What most people do agree on is that the IoT isn’t taking off at the rate which everyone had expected, although that’s no great surprise – technology growth curves almost never match the hockey stick curve that analysts predict. Gartner’s famous Hype Curve constantly reminds us that the path to ubiquity is strewn with failed ideas, many of which never emerge from the trough of disillusionment. The IoT suffers from a further problem, which is that the catch-all name has become to mean all things to all men (or maybe all machines). Many forget that the popular IoT poster children which the press pick up and promote as IoT are generally more fluff than substance.

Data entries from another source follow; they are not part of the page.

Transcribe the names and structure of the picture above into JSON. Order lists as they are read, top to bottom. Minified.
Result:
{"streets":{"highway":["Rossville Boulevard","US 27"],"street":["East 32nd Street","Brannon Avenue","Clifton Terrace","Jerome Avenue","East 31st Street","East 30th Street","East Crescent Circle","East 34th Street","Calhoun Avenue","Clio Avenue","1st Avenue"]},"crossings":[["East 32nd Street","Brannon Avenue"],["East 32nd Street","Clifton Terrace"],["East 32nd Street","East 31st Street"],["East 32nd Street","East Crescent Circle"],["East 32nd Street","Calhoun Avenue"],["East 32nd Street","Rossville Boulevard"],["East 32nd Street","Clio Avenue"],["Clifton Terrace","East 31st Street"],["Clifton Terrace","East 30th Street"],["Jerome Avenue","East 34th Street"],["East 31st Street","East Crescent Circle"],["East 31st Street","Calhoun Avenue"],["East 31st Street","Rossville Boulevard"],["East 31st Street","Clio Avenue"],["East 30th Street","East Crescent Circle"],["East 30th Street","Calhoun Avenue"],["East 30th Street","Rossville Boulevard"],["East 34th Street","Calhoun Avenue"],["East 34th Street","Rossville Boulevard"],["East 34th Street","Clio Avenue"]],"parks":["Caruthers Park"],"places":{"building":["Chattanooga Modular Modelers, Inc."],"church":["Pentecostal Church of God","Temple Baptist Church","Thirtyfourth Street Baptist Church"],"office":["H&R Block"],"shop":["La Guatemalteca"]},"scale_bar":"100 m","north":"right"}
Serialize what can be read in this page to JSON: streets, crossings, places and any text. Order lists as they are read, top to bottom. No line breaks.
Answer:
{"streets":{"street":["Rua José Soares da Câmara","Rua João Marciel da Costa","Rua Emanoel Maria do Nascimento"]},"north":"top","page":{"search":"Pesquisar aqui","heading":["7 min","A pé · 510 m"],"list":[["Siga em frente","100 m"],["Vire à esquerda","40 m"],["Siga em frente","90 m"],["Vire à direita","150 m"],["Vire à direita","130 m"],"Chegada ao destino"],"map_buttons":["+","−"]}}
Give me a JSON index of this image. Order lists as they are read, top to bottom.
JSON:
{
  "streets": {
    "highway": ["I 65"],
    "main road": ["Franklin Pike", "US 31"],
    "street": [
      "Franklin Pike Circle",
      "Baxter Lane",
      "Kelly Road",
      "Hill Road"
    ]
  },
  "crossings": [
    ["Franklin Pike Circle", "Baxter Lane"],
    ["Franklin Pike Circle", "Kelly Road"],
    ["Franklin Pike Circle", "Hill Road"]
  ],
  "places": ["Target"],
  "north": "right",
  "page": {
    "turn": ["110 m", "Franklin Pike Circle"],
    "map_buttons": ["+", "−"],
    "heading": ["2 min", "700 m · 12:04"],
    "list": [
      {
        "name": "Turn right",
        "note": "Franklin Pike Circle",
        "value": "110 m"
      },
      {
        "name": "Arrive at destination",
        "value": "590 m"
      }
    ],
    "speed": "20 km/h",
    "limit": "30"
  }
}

Which brings us back to business models. The IoT will take off when companies work out how to make money out of it. Sadly, that’s proving harder than it may seem, with the more cynical concluding that the only people to profit from the IoT so far are conference organisers. So, let’s take a look at why developing a profitable business model is proving to be so challenging.
The difference between the IoT and M2M
Before we delve into the detail, it’s useful to understand the difference between M2M and IoT. It’s not a black and white distinction – there’s every shade of grey in the world of connected devices. But in general, M2M projects are driven by a need to report data, rather than to analyse it. The return on investment (ROI) for M2M comes from understanding a real-time part of your business. That might be location of a truck, the operating state of a valve or the temperature of a refrigerator. Traditionally these M2M deployments are in vertical industries that could put a price on the value of knowing a piece of information in real-time, so that they could do something more efficiently. Most M2M hardware was designed for that specific business application, which meant it didn’t benefit from economies of scale, so every new project was a new design, with all of the costs that incurs. In general, M2M deployments were justified by efficiency savings, i.e. making an existing business model more effective, not by the more intangible promise of disruptive new business models or digital transformation. Because everything in the M2M chain was designed afresh for each new deployment the entry cost was high, which mostly limited M2M to larger companies. Consultancies did (and continue to do) very good business on reinventing the M2M wheel for each new project.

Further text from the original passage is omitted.